The present invention relates to a food cutting device, and more particularly, to a food cutting device adapted to make generally linear cuts to food sheet products.

BACKGROUND OF THE INVENTION

When preparing food, such as during baking, it is often necessary to cut food sheet products into generally polygonal shapes. For example, fondant used in cake decorating is often provided in a generally flat-sheet, and if used with a cake with a rectangular shape, it will be desired to cut the fondant into a generally rectangular shape in order to decorate the cake. Currently, a baker, or other food preparer, has few options to accurately cut the generally flat-sheet into a polygonal shape. The baker may freehand the cut, but such a cut often lacks precision. Additionally, it is known to use a ruler or other straightedge to make cuts in food sheet products, but a ruler may be moved by a user while the cut is being made, or successive cuts may not be parallel to each other. Further, other existing linear cutting devices and methods require that the food sheet be moved to make a second cut on the food sheet, thereby risking damage to the food sheet. Thus, a need exists for a cutting device that overcomes some of these limitations.

The present invention is provided to solve the problems discussed above and other problems, and to provide advantages and aspects not previously provided. A full discussion of the features and advantages of the present invention is deferred to the following detailed description, which proceeds with reference to the accompanying drawings.

SUMMARY OF THE INVENTION

According to one embodiment, a linear cutting assembly for a food sheet comprises a cutting surface assembly, an elongated arm, a track, a locking mechanism, and a cutting assembly.
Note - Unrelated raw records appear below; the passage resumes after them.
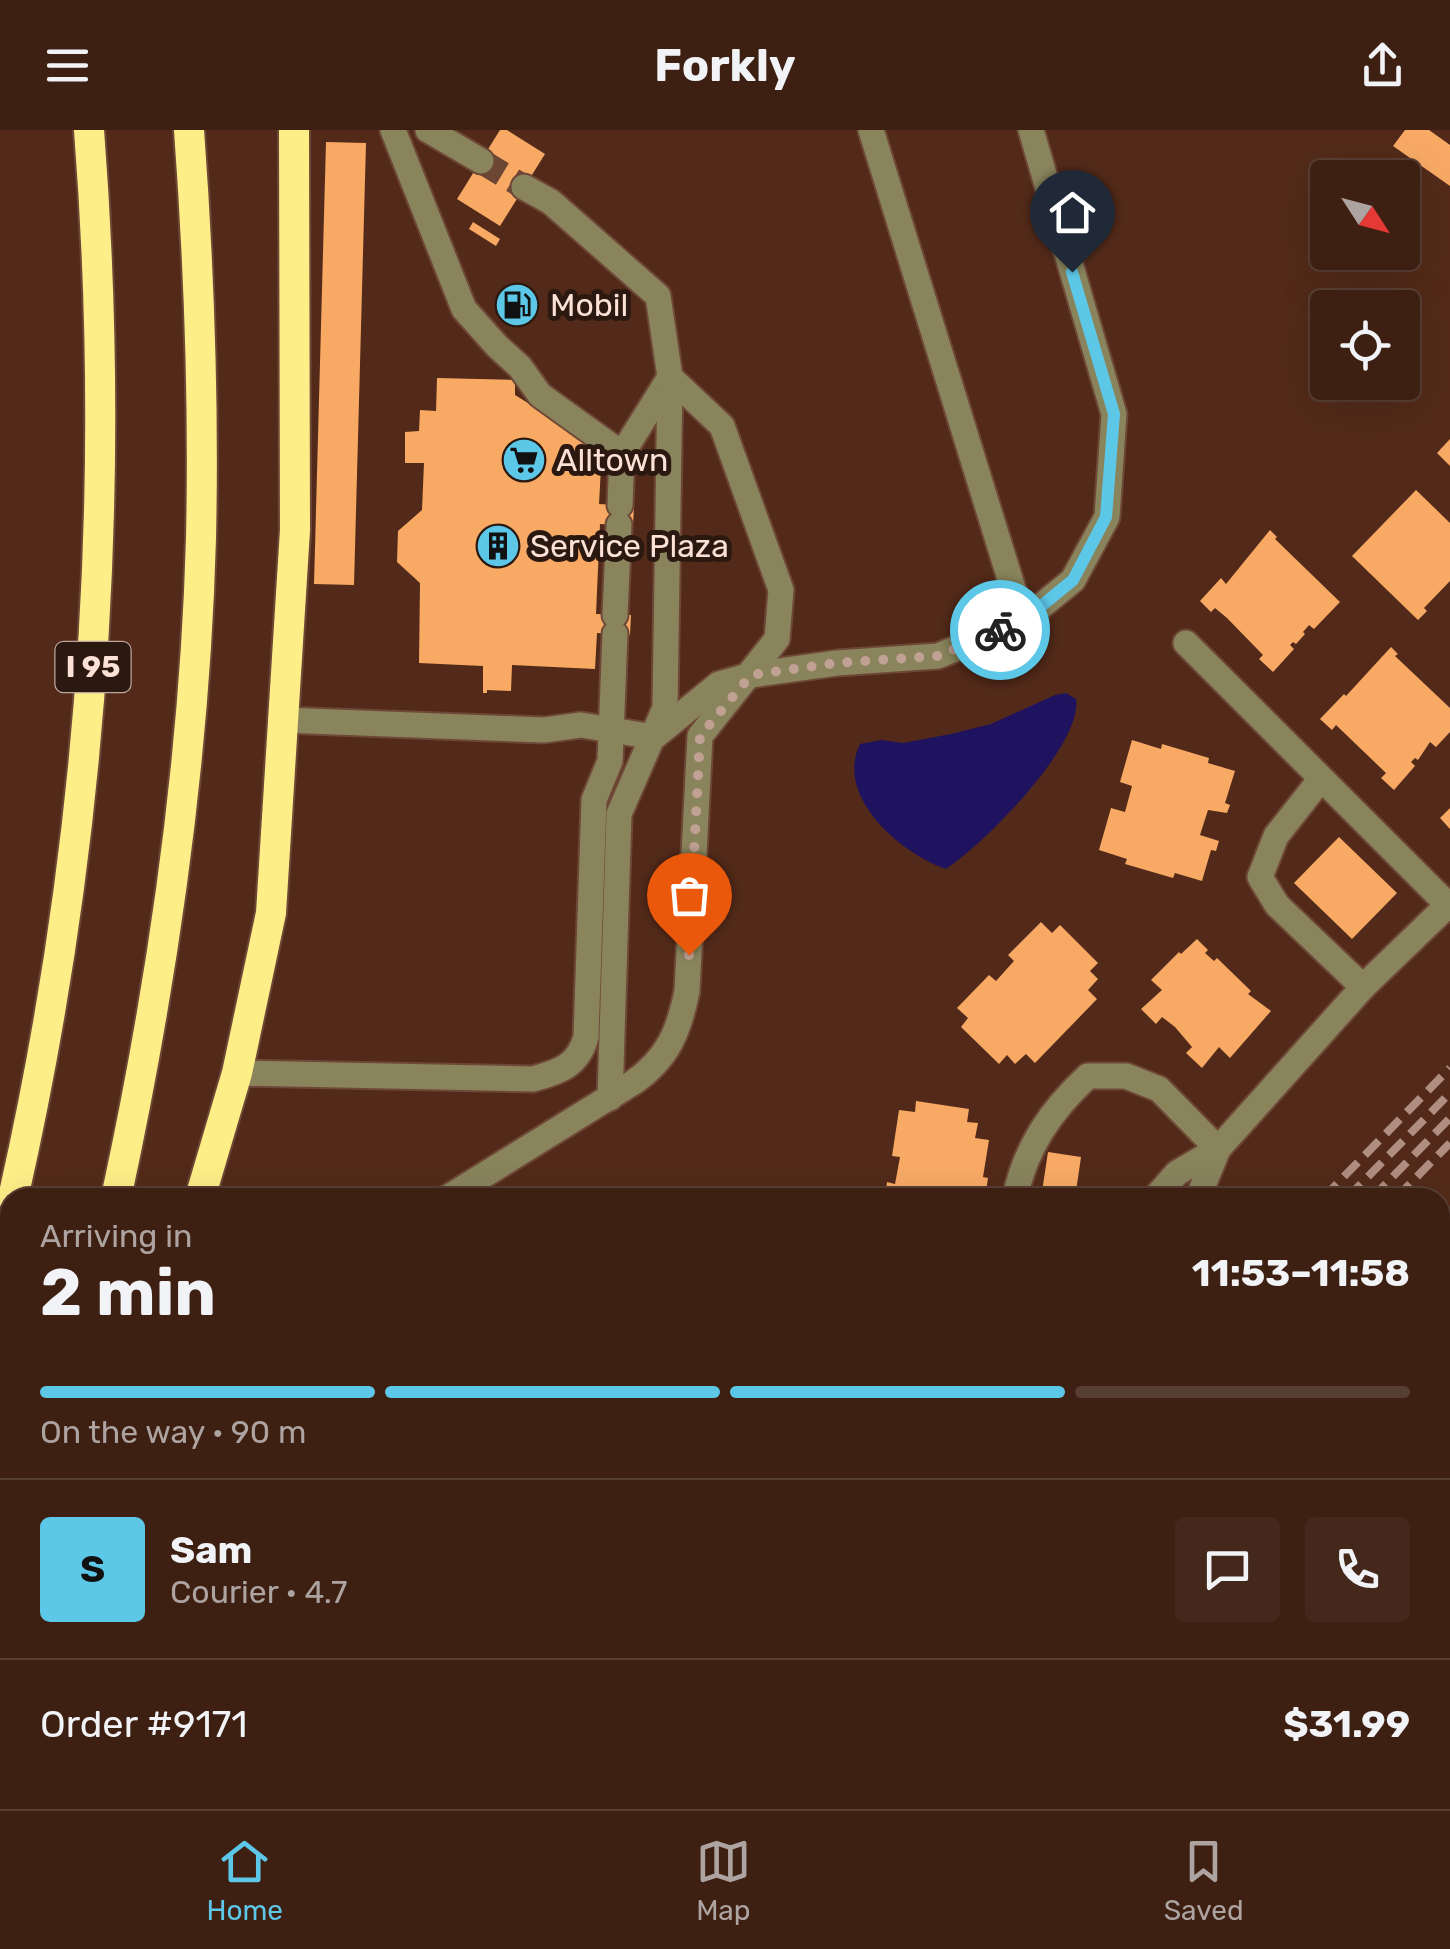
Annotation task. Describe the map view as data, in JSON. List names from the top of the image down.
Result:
{
  "streets": {
    "highway": ["I 95"]
  },
  "places": {
    "fuel station": ["Mobil"],
    "supermarket": ["Alltown"],
    "building": ["Service Plaza"]
  },
  "north": "bottom right",
  "page": {
    "header": "Forkly",
    "heading": ["2 min", "Arriving in", "11:53–11:58"],
    "panel": [
      "Sam",
      "Courier · 4.7",
      "Order #9171",
      "$31.99"
    ],
    "bar": "On the way · 90 m",
    "round": "S",
    "tabs": ["Home", "Map", "Saved"]
  }
}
The cutting surface assembly comprises a base that has a first side, a second side, a third side, and a fourth side. At least one of the sides has one of either a first channel and a rail. The elongated arm has a first end and a second end. The elongated arm slidably engages one of either the first channel and rail of the cutting surface assembly. The arm is moveable about the one of either the first channel and rail. The track is formed on the arm and extends from a first end of the elongated arm towards a second end of the arm. The locking mechanism is coupled proximate the first end of the elongated arm. The locking mechanism at least partially engages the at least one of either the first channel and rail of the cutting surface assembly. The locking mechanism releasably secures the elongated arm to the cutting surface assembly. The cutting assembly comprises a cutting blade. The cutting assembly is attached in slidable engagement to the track of the elongated arm. The cutting assembly moving in a generally normal direction relative to the one of either the first channel and the rail.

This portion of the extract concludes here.